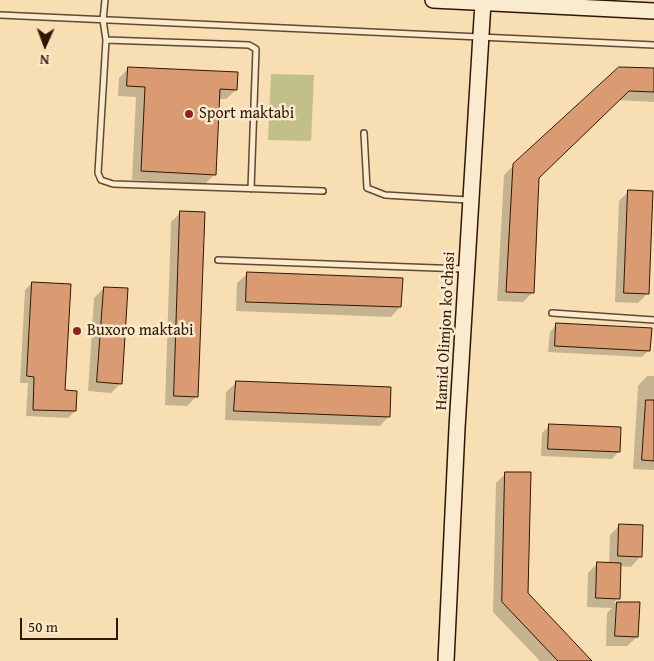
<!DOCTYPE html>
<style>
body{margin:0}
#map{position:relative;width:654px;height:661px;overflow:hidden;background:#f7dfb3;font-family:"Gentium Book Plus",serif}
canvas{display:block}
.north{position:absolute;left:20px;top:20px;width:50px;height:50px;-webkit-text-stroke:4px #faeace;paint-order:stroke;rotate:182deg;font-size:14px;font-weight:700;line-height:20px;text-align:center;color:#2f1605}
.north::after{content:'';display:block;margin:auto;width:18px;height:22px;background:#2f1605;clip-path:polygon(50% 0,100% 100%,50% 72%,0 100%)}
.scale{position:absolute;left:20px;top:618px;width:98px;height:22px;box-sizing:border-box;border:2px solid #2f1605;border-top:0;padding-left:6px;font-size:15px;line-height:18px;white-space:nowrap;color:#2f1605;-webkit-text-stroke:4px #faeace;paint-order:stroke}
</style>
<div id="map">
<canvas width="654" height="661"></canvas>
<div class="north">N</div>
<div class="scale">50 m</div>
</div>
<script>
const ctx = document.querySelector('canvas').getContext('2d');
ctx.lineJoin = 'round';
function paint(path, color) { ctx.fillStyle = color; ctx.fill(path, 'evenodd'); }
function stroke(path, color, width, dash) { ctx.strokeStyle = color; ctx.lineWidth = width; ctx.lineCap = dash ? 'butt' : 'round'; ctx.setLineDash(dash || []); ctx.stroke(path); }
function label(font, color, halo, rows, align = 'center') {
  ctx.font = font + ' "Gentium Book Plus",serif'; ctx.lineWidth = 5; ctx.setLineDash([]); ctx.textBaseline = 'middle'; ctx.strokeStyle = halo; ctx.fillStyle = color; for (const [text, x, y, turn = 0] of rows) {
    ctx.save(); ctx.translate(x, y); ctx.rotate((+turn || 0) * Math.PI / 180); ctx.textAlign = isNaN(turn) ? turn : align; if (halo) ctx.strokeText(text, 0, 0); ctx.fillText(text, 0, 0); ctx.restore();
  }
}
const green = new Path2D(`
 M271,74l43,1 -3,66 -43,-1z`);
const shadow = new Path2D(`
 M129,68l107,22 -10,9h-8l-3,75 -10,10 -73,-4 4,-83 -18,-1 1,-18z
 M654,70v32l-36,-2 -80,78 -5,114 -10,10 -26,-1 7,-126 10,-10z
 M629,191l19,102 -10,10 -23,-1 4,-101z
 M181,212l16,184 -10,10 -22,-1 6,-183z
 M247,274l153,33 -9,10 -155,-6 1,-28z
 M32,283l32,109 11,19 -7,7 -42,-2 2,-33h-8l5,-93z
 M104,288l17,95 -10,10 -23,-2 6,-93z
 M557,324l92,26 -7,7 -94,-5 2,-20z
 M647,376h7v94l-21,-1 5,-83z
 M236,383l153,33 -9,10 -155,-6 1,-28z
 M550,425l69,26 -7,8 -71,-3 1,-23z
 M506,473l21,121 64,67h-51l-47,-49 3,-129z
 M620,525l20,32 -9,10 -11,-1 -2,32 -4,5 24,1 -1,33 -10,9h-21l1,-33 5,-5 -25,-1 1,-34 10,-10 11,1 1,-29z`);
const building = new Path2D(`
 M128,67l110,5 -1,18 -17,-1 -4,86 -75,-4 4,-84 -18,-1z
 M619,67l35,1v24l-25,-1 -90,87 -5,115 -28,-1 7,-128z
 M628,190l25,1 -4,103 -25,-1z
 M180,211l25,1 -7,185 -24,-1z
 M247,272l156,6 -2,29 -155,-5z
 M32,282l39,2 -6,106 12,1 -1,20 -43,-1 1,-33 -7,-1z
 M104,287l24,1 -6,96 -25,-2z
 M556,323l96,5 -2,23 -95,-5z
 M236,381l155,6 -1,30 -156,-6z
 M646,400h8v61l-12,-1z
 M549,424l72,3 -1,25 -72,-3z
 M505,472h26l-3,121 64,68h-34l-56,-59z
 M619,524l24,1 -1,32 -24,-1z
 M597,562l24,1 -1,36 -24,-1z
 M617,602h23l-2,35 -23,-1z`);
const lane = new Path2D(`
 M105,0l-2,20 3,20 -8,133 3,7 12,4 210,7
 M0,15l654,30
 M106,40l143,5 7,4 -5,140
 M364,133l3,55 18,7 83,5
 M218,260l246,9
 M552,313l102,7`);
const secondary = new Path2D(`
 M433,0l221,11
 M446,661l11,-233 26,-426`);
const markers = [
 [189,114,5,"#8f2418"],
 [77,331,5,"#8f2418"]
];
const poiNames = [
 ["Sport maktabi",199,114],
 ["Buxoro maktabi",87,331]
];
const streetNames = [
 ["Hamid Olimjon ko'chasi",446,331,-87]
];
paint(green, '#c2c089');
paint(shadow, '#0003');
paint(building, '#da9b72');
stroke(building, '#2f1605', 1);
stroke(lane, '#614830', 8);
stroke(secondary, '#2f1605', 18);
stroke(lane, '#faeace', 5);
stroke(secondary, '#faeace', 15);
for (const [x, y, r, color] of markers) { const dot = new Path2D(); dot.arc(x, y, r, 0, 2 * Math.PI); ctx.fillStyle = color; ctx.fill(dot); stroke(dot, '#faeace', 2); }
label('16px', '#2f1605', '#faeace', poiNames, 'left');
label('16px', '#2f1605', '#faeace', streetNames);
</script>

#### Problem statement:
A complete answer lists every line of the listing above that holds the word "rotate".

#### Solution for this problem:
.north{position:absolute;left:20px;top:20px;width:50px;height:50px;-webkit-text-stroke:4px #faeace;paint-order:stroke;rotate:182deg;font-size:14px;font-weight:700;line-height:20px;text-align:center;color:#2f1605}
    ctx.save(); ctx.translate(x, y); ctx.rotate((+turn || 0) * Math.PI / 180); ctx.textAlign = isNaN(turn) ? turn : align; if (halo) ctx.strokeText(text, 0, 0); ctx.fillText(text, 0, 0); ctx.restore();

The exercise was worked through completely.